After settling on a rainbow-striped bikini top and neon-green skinny jeans worn under my illegal R2D2 hoodie (which I snagged off Etsy before Lucas’s lawyers came in and shut the designer down), I was still no closer to a set-list decision.

So I called Tammy. Voicemail. Why wasn’t she ever there when I needed her? The two of us were supposed to be friends. I even introduced her to Thursday and Sharita after she made that common pretty-girl complaint that she didn’t have any female friends, and now she was all cozy inside my group. But she rarely picked up the phone these days. I considered texting her to explain that “friends” don’t always send “friends” to fucking voicemail.

But I really did need help with this set-list issue, so I called Thursday back. She told me to play the Sweet Janes songs. I said that it kind of went against my principles.

She said, “We’re too old to still have principles. I would kill for the chance to sell out.”

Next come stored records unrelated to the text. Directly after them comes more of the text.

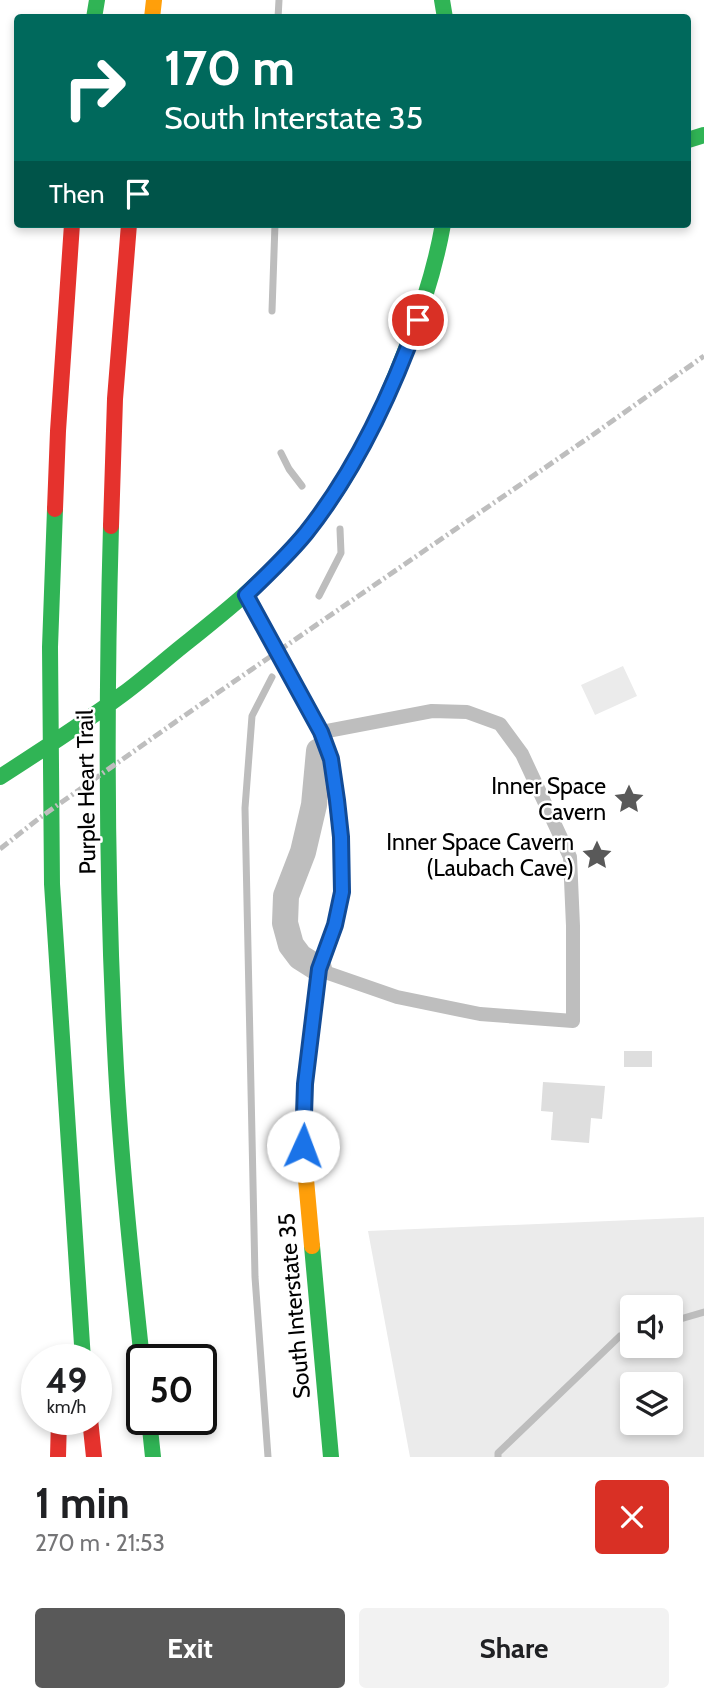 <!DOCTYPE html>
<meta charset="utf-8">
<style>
body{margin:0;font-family:Cabin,sans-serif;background:#f2f2f2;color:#202124;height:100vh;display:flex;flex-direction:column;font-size:26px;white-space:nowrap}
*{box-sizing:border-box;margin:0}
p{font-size:23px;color:#757577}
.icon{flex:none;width:38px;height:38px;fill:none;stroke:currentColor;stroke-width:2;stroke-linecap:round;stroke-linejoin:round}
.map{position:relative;height:1457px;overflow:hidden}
.panel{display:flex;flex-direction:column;background:#fff;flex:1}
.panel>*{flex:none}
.top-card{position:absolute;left:14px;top:14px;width:677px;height:214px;border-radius:7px;box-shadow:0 4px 10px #0003;background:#00695c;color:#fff;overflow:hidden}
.fabs{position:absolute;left:620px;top:1295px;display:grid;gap:14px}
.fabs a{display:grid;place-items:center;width:63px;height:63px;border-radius:7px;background:#fff;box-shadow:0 4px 10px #0003;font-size:35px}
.speed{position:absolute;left:21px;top:1344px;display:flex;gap:14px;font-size:35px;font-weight:700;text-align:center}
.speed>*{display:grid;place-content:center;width:91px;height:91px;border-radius:50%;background:#fff;box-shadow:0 4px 10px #0003;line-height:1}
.speed small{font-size:18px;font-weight:400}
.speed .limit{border:4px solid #111;border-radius:10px;background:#fff;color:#111}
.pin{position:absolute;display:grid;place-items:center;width:60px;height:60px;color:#fff;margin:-30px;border:4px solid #fff;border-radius:50%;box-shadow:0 2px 7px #0007}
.me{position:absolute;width:77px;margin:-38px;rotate:2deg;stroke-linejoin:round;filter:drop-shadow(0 0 5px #0008)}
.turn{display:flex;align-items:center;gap:24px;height:147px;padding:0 35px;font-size:32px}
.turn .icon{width:91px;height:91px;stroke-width:2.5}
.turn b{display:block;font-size:49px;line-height:60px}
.then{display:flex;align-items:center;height:66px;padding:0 35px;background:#0003;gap:14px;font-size:26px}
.round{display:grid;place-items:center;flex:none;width:74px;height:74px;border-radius:7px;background:#f2f2f2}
.head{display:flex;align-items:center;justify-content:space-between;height:119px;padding:0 35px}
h1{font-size:42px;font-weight:800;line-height:52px}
.cta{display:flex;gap:14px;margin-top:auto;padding:14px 35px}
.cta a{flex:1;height:80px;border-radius:7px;background:#595959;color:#fff;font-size:28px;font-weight:800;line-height:80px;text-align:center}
.cta a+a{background:#f2f2f2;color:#202124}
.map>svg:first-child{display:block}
.green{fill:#ebebeb;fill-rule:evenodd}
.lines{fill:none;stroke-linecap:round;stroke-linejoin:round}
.stream{stroke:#bdbdbd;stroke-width:7}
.building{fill:#dedede}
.lane{stroke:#bebebe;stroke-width:14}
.street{stroke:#bebebe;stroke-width:26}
.fast{stroke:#30b455;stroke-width:16}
.slow{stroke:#ff9f0a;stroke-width:16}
.jam{stroke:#e5322d;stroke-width:16}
.rail{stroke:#bebebe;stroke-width:5;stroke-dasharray:10 3.5 2 3.5;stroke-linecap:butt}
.route-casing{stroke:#114b97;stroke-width:18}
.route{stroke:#1a73e8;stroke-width:12}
.labels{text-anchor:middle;stroke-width:5;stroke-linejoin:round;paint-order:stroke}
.poi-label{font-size:23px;fill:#000;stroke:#fff;text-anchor:end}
.street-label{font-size:23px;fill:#000;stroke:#fff}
</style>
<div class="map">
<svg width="704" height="1457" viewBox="0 0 704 1457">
<rect width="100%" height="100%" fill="#fff"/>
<path class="green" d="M623 666 637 696 595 715 581 685Z
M704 1217V1457H410L368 1231ZM632 1307H670V1346H632ZM632 1384H670V1423H632Z"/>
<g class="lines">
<path class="stream" d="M278 18 279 0
M272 311 275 224
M281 453 289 469 302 486
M319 596 341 553 340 529
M670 1322 704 1312
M268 1457 255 1277 245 808 252 716 272 677
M498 1457V1453L620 1336 632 1333"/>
</g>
<path class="building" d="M624 1051H652V1067H624Z
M543 1082 605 1086 602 1119 591 1118 589 1143 551 1140 553 1112 541 1111Z"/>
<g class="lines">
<path class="lane" d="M322 971 397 997 480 1014 573 1021V926L570 857 522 754 500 724 467 712 432 711 322 732"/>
<path class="street" d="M319 751 314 805 303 852 286 896 285 923 291 945 300 957 319 969"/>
<path class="fast" d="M442 0 445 18
M94 18 97 0
M688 140 704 135
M55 509 50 647 52 884 83 1360
M111 526C106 700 106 875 115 1049 120 1153 131 1257 142 1360
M0 777C42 750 84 723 123 694 146 677 167 658 190 640 230 608 269 576 303 536 351 480 383 410 409 341 424 303 436 264 443 224
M312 1246 331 1457
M149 1419 153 1457"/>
<path class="slow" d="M152 18 154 0
M312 1246 303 1146 305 1085 319 969 335 925 342 893V883"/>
<path class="jam" d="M55 509 58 431 72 224
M111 526 115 399 129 224
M246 595 321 732 331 759 341 837 342 883
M90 1419 94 1457
M58 1457 59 1419"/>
<path class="rail" d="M0 849 42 816 181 718 594 434 704 356"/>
</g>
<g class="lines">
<g class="route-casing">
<path id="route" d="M303 1146 305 1084 319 969 335 925 342 892 341 837 337 800 331 759 321 732 246 595C267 575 288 555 306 533 356 470 391 395 418 320"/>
</g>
<use href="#route" class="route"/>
</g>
<defs>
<g id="sight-bare" transform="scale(2.415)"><path d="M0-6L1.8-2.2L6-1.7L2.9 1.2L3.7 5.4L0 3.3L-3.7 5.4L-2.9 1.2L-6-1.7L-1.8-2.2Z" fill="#595959" stroke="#fff" stroke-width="2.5" paint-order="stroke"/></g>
</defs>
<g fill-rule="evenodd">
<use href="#sight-bare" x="629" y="799"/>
<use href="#sight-bare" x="597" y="855"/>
</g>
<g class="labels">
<g class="poi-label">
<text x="606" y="794">Inner Space<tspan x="606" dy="26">Cavern</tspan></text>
<text x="574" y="850">Inner Space Cavern<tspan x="574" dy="26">(Laubach Cave)</tspan></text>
</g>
<g class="street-label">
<text transform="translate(86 792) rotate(-91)" y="8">Purple Heart Trail</text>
<text transform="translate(294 1306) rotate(-95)" y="8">South Interstate 35</text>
</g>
</g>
</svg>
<div class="fabs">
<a><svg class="icon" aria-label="sound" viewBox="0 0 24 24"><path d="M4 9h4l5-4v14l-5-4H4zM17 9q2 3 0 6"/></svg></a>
<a><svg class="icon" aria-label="layers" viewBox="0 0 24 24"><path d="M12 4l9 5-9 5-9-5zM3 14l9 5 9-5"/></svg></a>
</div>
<div class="speed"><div>49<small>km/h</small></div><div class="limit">50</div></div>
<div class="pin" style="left:418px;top:320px;background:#d93025"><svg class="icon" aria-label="arrive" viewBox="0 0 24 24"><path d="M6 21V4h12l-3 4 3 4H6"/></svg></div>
<svg class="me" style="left:303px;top:1146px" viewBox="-20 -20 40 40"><circle r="19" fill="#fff"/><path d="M0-13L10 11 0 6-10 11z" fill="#1a73e8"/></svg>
<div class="top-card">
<div class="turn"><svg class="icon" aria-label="right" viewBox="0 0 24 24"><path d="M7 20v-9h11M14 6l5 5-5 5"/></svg><div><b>170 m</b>South Interstate 35</div></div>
<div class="then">Then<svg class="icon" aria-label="arrive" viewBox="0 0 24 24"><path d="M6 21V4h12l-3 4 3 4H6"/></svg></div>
</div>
</div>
<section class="panel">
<div class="head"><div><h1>1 min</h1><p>270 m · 21:53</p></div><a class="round" style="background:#d93025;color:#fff"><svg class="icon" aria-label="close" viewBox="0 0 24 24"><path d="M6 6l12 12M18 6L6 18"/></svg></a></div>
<div class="cta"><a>Exit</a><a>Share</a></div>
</section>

Then she made me hold on while she wrote that one down to use in a future routine.

THURSDAY

T
he comedy business was an interesting one, because toward the beginning of a career, small comedy club owners didn’t really care how good a comedian was. Small comedy clubs weren’t really looking for the next Adam Sandler or Wanda Sykes. They wanted to get butts in the seats. So it didn’t matter how badly a comic performed. If they had at least ten people in the two-drink minimum audience, then they’d always be invited back.

Thanks to my grad school connections, I had gotten over fifty people to come out the first time I played the Laugh Out Loud in North Hollywood. But tonight I had exactly zero guests on my roster. After arriving at the club, I avoided Louis, the Laugh Out Loud’s squat and buttoned-up owner, and slunk back to the green room, which was actually painted dark blue and outfitted with a mishmash of furniture repurposed from trash-collection curbs all over the city.

“Hey, Thursday,” most of the other guys called out when I came in.

There weren’t a lot of female comics who lasted more than a few months in the harsh world of L.A. stand-up and there were even fewer black females. So when I walked into any comedy club’s dingy not-actually-green room, the other inhabitants usually knew me, even if I couldn’t return the greeting properly since they were all mostly Jewish or Italian and either really skinny or really overweight. And though I had learned many of their names at one point, I had ceased being able to tell them apart and had resorted to labeling them by their acts. Like Former Drug Addict Comic, who was running his routine under his breath in the corner, and Still Lives With His Mother Comic, who sat on one of the few couches without springs sticking out, with his head between his knees—probably trying not to hyperventilate. More than any other profession, I thought, stand-up came
with the most stage fright. Yes, even more stage fright than acting. After all, actors didn’t have to worry about their audiences heckling them.

“Hey, guys,” I said, keeping my greeting vague. “Looks like a good house.” The better-than-average turnout made me feel less guilty about not having anyone in the audience myself.

“Nobody big, though,” Extreme Physical Comedy Comic said.